§ **Extracted entries**
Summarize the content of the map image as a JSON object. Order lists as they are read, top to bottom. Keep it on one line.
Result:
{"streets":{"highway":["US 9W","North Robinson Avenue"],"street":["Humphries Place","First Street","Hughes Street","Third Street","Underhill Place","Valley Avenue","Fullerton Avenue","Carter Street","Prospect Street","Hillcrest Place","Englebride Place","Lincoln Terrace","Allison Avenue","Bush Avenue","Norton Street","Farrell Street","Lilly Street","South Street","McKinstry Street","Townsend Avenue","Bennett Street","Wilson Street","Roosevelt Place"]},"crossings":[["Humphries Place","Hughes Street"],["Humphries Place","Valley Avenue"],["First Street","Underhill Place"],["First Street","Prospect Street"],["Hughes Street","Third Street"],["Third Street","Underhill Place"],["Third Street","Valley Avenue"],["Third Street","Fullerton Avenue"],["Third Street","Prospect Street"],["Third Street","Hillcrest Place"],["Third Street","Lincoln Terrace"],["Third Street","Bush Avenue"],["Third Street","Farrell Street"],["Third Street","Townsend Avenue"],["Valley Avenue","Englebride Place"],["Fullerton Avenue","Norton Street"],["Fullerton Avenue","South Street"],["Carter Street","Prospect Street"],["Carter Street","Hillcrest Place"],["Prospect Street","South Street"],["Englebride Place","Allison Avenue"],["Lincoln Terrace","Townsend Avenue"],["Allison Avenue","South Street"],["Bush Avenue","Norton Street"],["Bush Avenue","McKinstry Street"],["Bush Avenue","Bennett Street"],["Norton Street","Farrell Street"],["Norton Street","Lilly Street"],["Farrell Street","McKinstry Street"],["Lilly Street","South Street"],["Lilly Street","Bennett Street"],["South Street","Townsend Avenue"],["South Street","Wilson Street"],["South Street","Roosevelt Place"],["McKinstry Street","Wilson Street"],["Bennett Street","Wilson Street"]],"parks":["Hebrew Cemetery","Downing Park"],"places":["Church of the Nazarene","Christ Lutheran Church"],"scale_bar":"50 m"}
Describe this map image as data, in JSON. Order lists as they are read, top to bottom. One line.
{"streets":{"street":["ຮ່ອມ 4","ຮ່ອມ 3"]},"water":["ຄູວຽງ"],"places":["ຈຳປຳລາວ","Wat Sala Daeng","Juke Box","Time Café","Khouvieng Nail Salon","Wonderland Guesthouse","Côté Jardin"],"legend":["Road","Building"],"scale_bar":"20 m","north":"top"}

§ **Activity**
Each line of the data must be returned exactly.

§ **Solution to this task**
Summarize the content of the map image as a JSON object. Order lists as they are read, top to bottom. Keep it on one line.
Result:
{"streets":{"highway":["US 9W","North Robinson Avenue"],"street":["Humphries Place","First Street","Hughes Street","Third Street","Underhill Place","Valley Avenue","Fullerton Avenue","Carter Street","Prospect Street","Hillcrest Place","Englebride Place","Lincoln Terrace","Allison Avenue","Bush Avenue","Norton Street","Farrell Street","Lilly Street","South Street","McKinstry Street","Townsend Avenue","Bennett Street","Wilson Street","Roosevelt Place"]},"crossings":[["Humphries Place","Hughes Street"],["Humphries Place","Valley Avenue"],["First Street","Underhill Place"],["First Street","Prospect Street"],["Hughes Street","Third Street"],["Third Street","Underhill Place"],["Third Street","Valley Avenue"],["Third Street","Fullerton Avenue"],["Third Street","Prospect Street"],["Third Street","Hillcrest Place"],["Third Street","Lincoln Terrace"],["Third Street","Bush Avenue"],["Third Street","Farrell Street"],["Third Street","Townsend Avenue"],["Valley Avenue","Englebride Place"],["Fullerton Avenue","Norton Street"],["Fullerton Avenue","South Street"],["Carter Street","Prospect Street"],["Carter Street","Hillcrest Place"],["Prospect Street","South Street"],["Englebride Place","Allison Avenue"],["Lincoln Terrace","Townsend Avenue"],["Allison Avenue","South Street"],["Bush Avenue","Norton Street"],["Bush Avenue","McKinstry Street"],["Bush Avenue","Bennett Street"],["Norton Street","Farrell Street"],["Norton Street","Lilly Street"],["Farrell Street","McKinstry Street"],["Lilly Street","South Street"],["Lilly Street","Bennett Street"],["South Street","Townsend Avenue"],["South Street","Wilson Street"],["South Street","Roosevelt Place"],["McKinstry Street","Wilson Street"],["Bennett Street","Wilson Street"]],"parks":["Hebrew Cemetery","Downing Park"],"places":["Church of the Nazarene","Christ Lutheran Church"],"scale_bar":"50 m"}
Describe this map image as data, in JSON. Order lists as they are read, top to bottom. One line.
{"streets":{"street":["ຮ່ອມ 4","ຮ່ອມ 3"]},"water":["ຄູວຽງ"],"places":["ຈຳປຳລາວ","Wat Sala Daeng","Juke Box","Time Café","Khouvieng Nail Salon","Wonderland Guesthouse","Côté Jardin"],"legend":["Road","Building"],"scale_bar":"20 m","north":"top"}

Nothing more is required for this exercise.